Intel Xe HP and Xe HPC: Packing a Whopping 40+ TFLOPS

Intel Architecture
(Image credit: Intel)

The Intel Xe HP and Xe HPC are the pinnacle of the company's data center GPU ambitions. At Intel Architecture Day 2020, the company has given us a clear indication of what to expect, and the short answer is that Xe HP delivers up a metric buttload of compute. This is the spiritual successor of Intel's Larrabee initiative, and also succeeds the Xeon Phi product line, with a target set firmly on Nvidia's A100 solution. With exponential increases in the amount of data that needs to be processed, Intel is rolling out the big guns.

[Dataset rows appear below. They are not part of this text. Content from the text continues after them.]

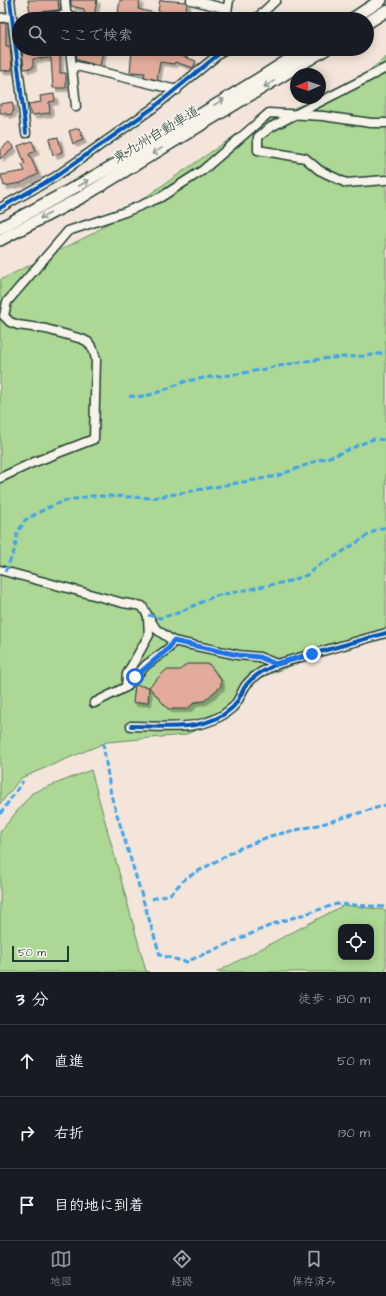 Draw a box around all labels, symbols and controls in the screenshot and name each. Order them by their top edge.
search box [12,12,374,56]
icon: search [26,23,48,45]
text: ここで検索 [58,25,133,46]
north arrow [290,68,326,104]
one-way arrow [264,80,275,88]
one-way arrow [213,98,225,106]
street label: 東九州自動車道 [109,101,204,169]
one-way arrow [152,147,163,155]
one-way arrow [78,179,90,187]
one-way arrow [39,213,51,221]
route end [303,645,321,663]
route start [126,668,144,686]
map controls [338,924,374,960]
button: locate [338,924,374,960]
scale bar [12,944,69,963]
text: 50 m [18,945,46,960]
text: 3 分 [16,988,48,1012]
text: 徒歩 · 180 m [298,990,370,1008]
icon: ahead [16,1050,38,1072]
text: 直進 [54,1051,84,1072]
text: 50 m [337,1052,370,1070]
icon: right [16,1122,38,1144]
text: 右折 [54,1123,84,1144]
text: 130 m [338,1124,370,1142]
icon: arrive [16,1194,38,1216]
text: 目的地に到着 [54,1195,144,1216]
tab: 地図 [50,1248,72,1289]
tab: 経路 [171,1248,193,1289]
tab: 保存済み [292,1248,336,1289]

The Xe HP chips won't be going into consumer graphics cards either; that task has been forked over to the Intel Xe HPG, a GPU targeted at enthusiast gamers that will cut out the HPC (high performance computing) elements and add in ray tracing hardware. Xe HP will use Intel's 10nm SuperFin process, however (actually the next step 10nm Enhanced SuperFin), which is the new name for the "10nm++" node that's being used for the upcoming Tiger Lake CPUs.

(Image credit: Intel)

The Xe graphics architecture (you can read more about it in our Xe LP Graphics overview) was designed to scale from teraflops (i.e., consumer level hardware) all the way to petaflops (i.e. supercomputers), with Intel Xe HP / HPC going after the latter. The base design consists of a single tile, Intel's name for a monolithic GPU focused on vector and matrix compute. We'll get into the specs in a moment, but the important thing is that via EMIB (Embedded Multi-die Interconnect Bridge) for the current generation, and Foveros (die stacking) and Co-EMIB for the future Xe HPC Ponte Vecchio, Intel can scale from a 1-tile implementation up to 4-tile solution. Because of the high-speed interconnects, the 1-tile, 2-tile, and 4-tile solutions all appear as a single GPU instance, just with far more performance in the latter.

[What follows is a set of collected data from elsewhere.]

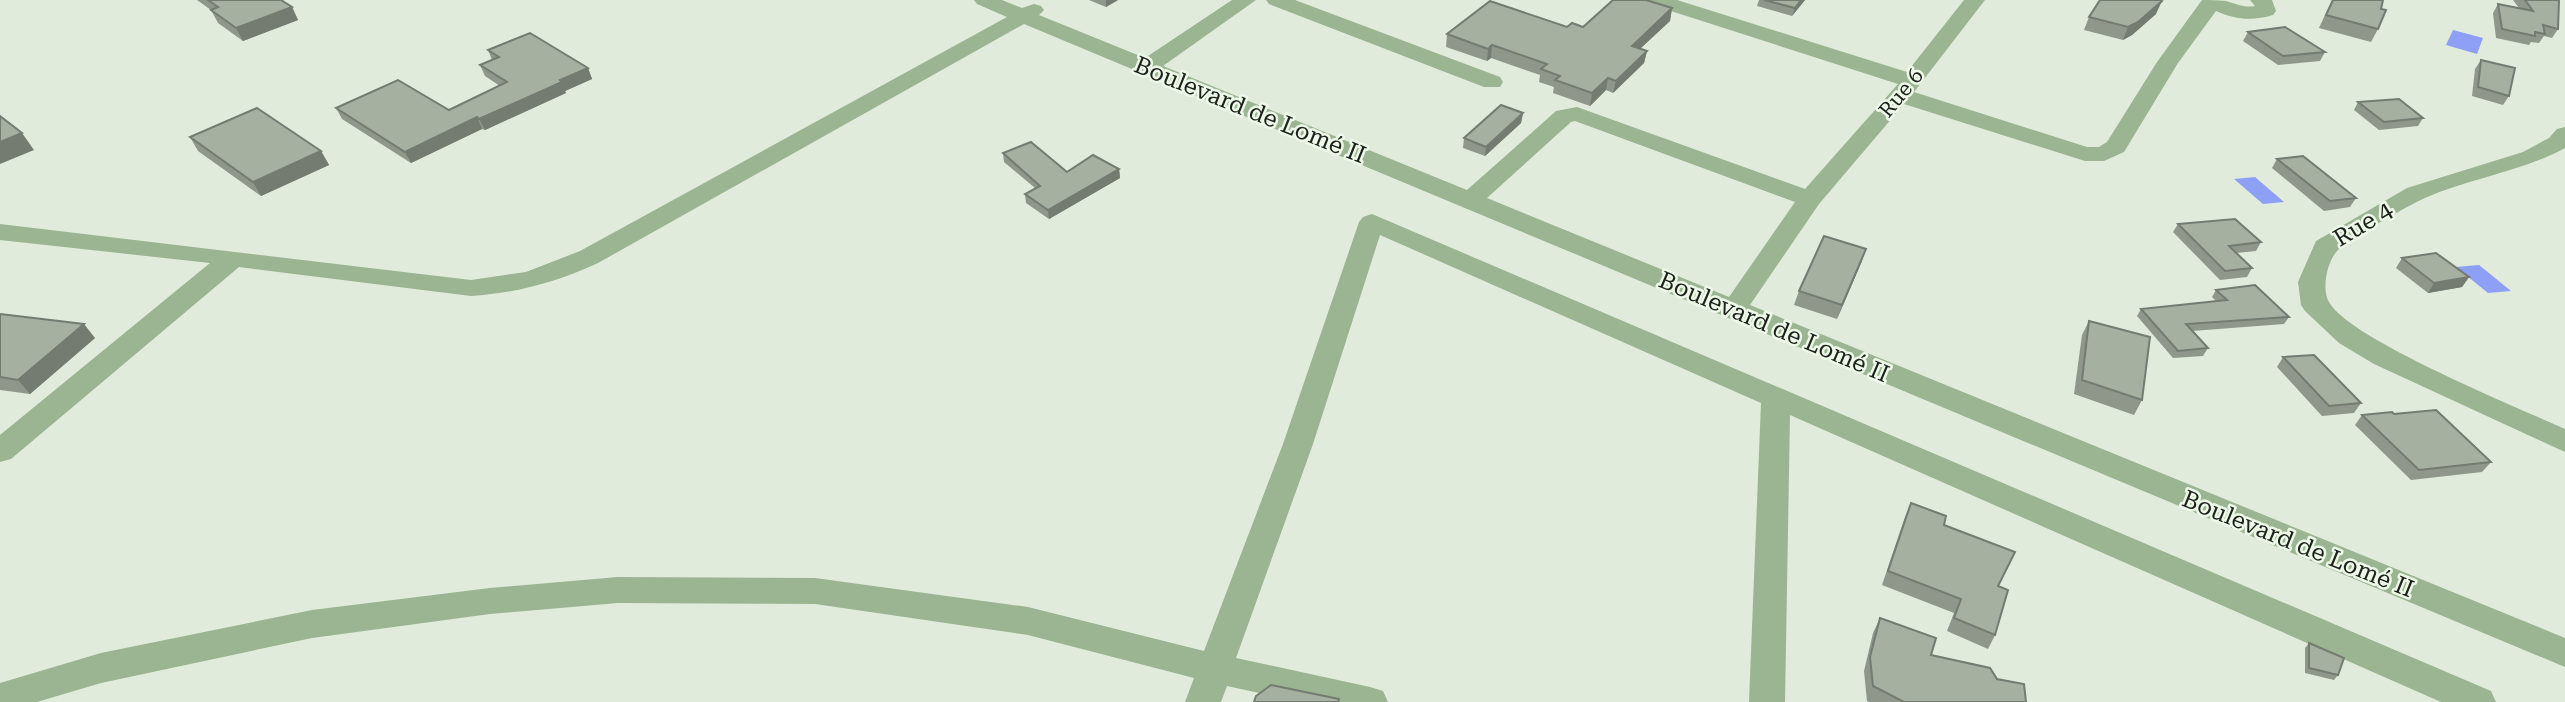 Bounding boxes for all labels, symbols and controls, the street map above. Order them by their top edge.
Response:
street label: Boulevard de Lomé II [1130,51,1370,169]
street label: Rue 6 [1874,64,1928,122]
street label: Rue 4 [2328,195,2398,252]
street label: Boulevard de Lomé II [1655,266,1893,388]
street label: Boulevard de Lomé II [2178,485,2418,603]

We've seen several images of Xe HP over the past several months, and now we know precisely what each one represents. The single tile solutions is a pretty big chip in its own right, but it's dwarfed by the 2-tile and 4-tile packages. There have been hints that Xe HP is close to the maximum reticle size for a microprocessor (around 850 mm2), and the 2-tile package doubles down on that, and then the 4-tile doubles down again. The full-fat 4-tile package looks to be in the neighborhood of 60x60 mm — maybe even a bit larger.

So what sort of hardware does Intel put inside Xe HP? For starters, each tile appears to have two HBM2e stacks, potentially providing up to 32GB of memory and 820 GBps of bandwidth. We don't have specifics on the clocks or capacities Intel is using for the HBM2e stacks, but at least 16GB total seems likely.

(Image credit: Intel)

Moving to the GPU itself, Intel provided significantly more details. While it hasn't said whether it's the maximum configuration or not, Intel showed a compute demo running on 1-, 2-, and 4-tile implementations, with each tile sporting 512 EUs. This is what we've expected for a while, but it was nice to have that at least confirmed. This is still early drivers and hardware, but we also saw clock speeds of 1300 MHz.

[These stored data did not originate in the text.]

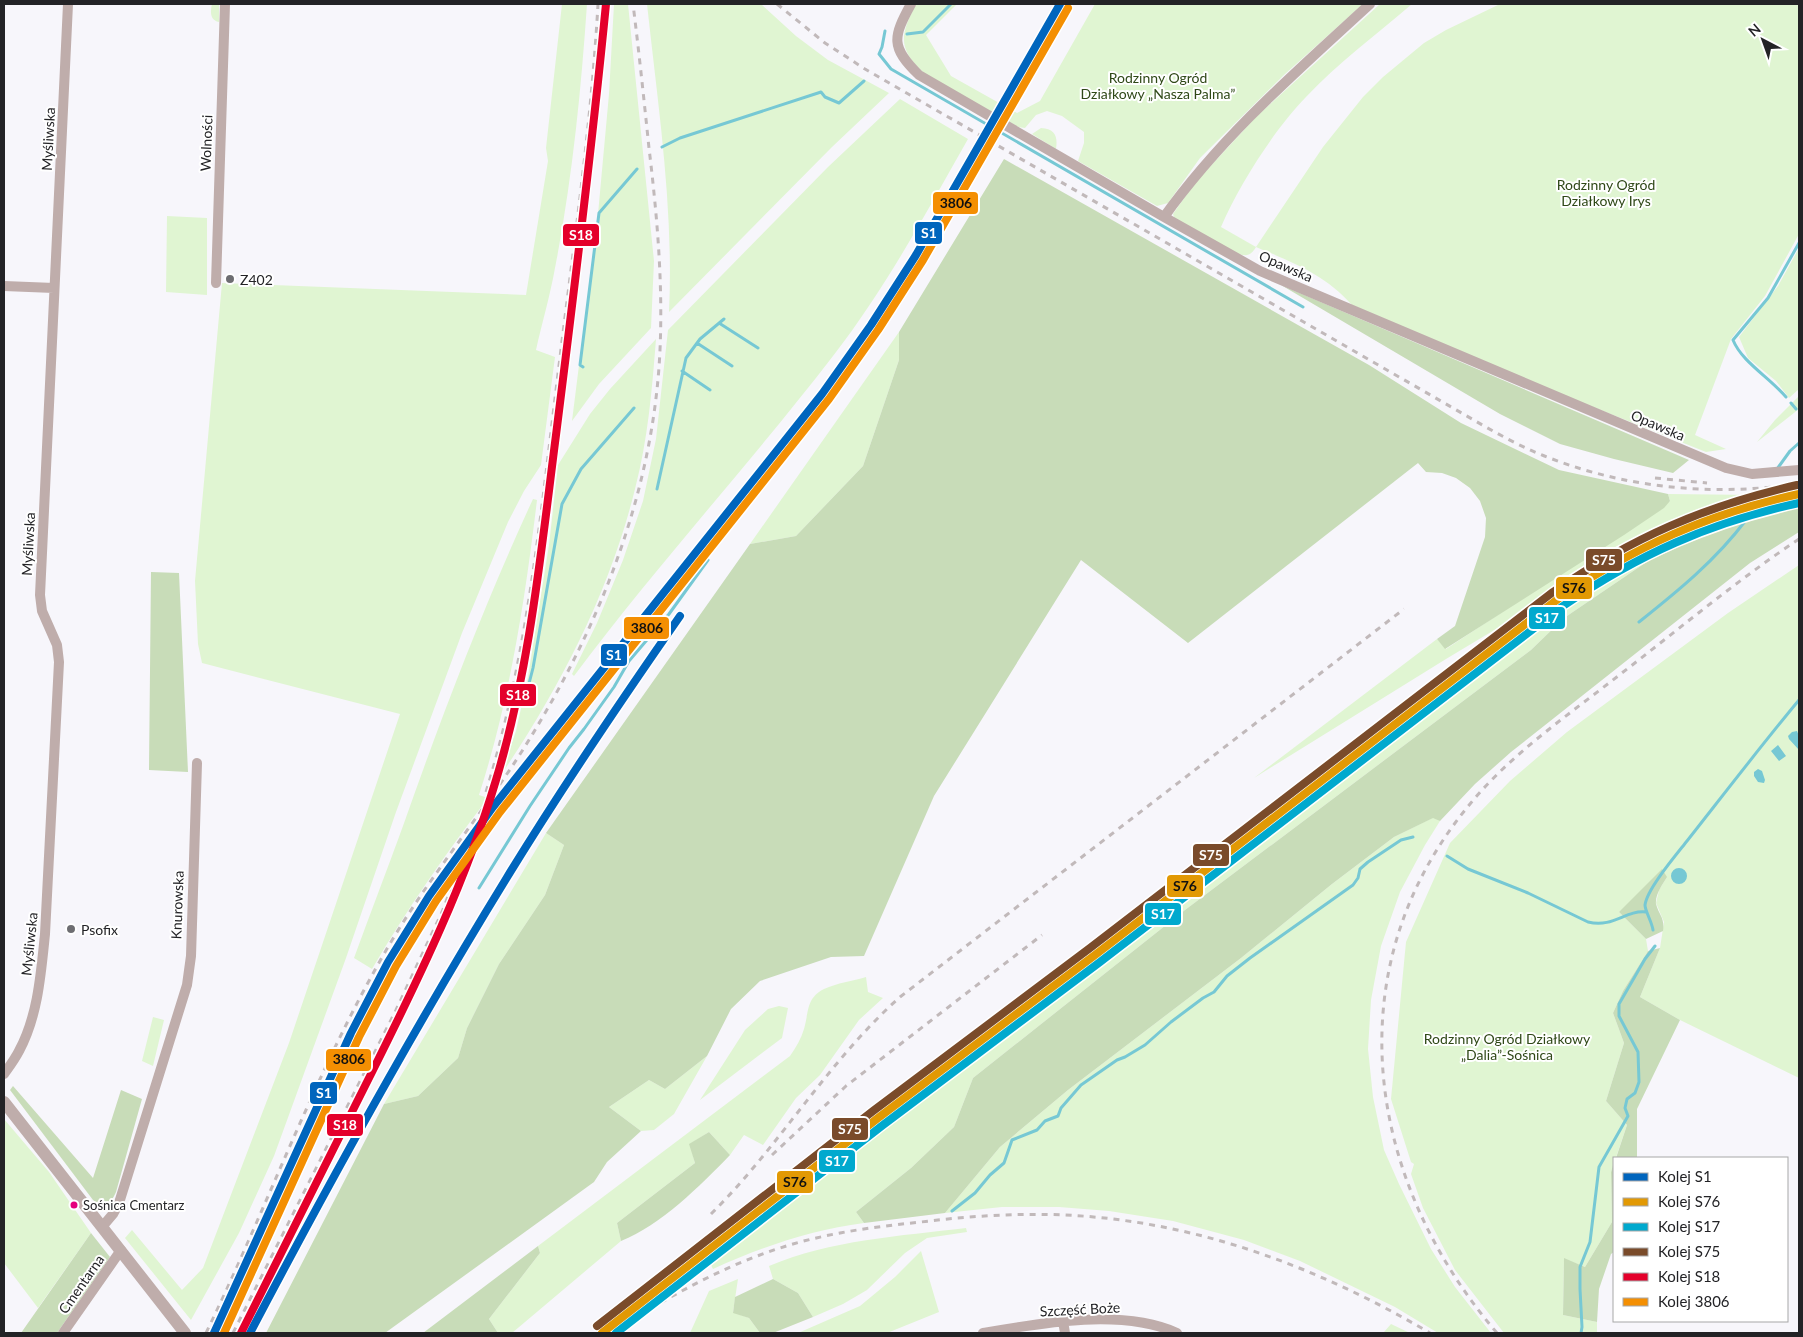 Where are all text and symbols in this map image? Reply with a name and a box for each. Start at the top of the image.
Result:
north arrow [1738,15,1788,65]
text: N [1744,20,1764,40]
park label: Rodzinny Ogród Działkowy „Nasza Palma” [1081,69,1235,102]
street label: Myśliwska [38,107,58,171]
street label: Wolności [197,114,215,172]
park label: Rodzinny Ogród Działkowy Irys [1557,176,1655,209]
line badge: 3806 [932,191,979,215]
text: 3806 [940,194,972,211]
line badge: S1 [914,221,943,245]
line badge: S18 [562,223,600,247]
text: S1 [921,224,937,241]
text: S18 [569,226,593,243]
street label: Opawska [1257,247,1315,285]
place label: Z402 [240,271,273,288]
marker: Z402 [224,273,236,285]
street label: Opawska [1628,406,1688,444]
street label: Myśliwska [18,512,38,576]
line badge: S75 [1585,548,1623,572]
text: S75 [1592,551,1616,568]
line badge: S76 [1555,576,1593,600]
text: S76 [1562,579,1586,596]
line badge: S17 [1528,606,1566,630]
text: S17 [1535,609,1559,626]
line badge: 3806 [623,616,670,640]
text: 3806 [631,619,663,636]
line badge: S1 [600,643,628,667]
text: S1 [606,646,622,663]
line badge: S18 [499,683,537,707]
text: S18 [506,686,530,703]
line badge: S75 [1192,843,1230,867]
text: S75 [1199,846,1223,863]
street label: Knurowska [167,870,187,940]
line badge: S76 [1166,874,1204,898]
text: S76 [1173,877,1197,894]
line badge: S17 [1144,902,1182,926]
text: S17 [1151,905,1175,922]
street label: Myśliwska [17,911,41,977]
place label: Psofix [81,921,118,938]
marker: Psofix [65,923,77,935]
park label: Rodzinny Ogród Działkowy „Dalia”-Sośnica [1424,1030,1591,1063]
line badge: 3806 [325,1048,372,1072]
text: 3806 [333,1050,365,1067]
line badge: S1 [309,1081,338,1105]
text: S1 [316,1084,332,1101]
line badge: S18 [326,1113,364,1137]
text: S18 [333,1116,357,1133]
line badge: S75 [831,1117,869,1141]
text: S75 [838,1120,862,1137]
line badge: S17 [818,1149,856,1173]
text: S17 [825,1152,849,1169]
legend [1613,1157,1788,1322]
text: Kolej S1 [1658,1167,1712,1185]
line badge: S76 [776,1170,814,1194]
text: S76 [783,1173,807,1190]
text: Kolej S76 [1658,1192,1721,1210]
place label: Sośnica Cmentarz [83,1197,185,1213]
marker: Sośnica Cmentarz [69,1200,79,1210]
text: Kolej S17 [1658,1217,1721,1235]
text: Kolej S75 [1658,1242,1720,1260]
street label: Cmentarna [55,1251,107,1317]
text: Kolej S18 [1658,1267,1720,1285]
text: Kolej 3806 [1658,1292,1730,1310]
street label: Szczęść Boże [1039,1298,1121,1320]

The math follows pretty easily from there. Each EU has eight FP/INT ALU pipelines, capable of doing a single FMA (fused multiply add) operation per clock:

8 × 512 × 2 × 1.3 GHz = 10,649.6 GFLOPS

That's for a single tile, so multiply that by two or four for the larger solutions. That's a theoretical 42.6 TFLOPS for the 4-tile configuration, and Intel's demonstration at least suggested that the hardware can get pretty close to that figure: 42,280.79 GFLOPS. Of course we have no way to know whether the software was really running those computations or if it was just a faked animation, but we'll leave it at that for now.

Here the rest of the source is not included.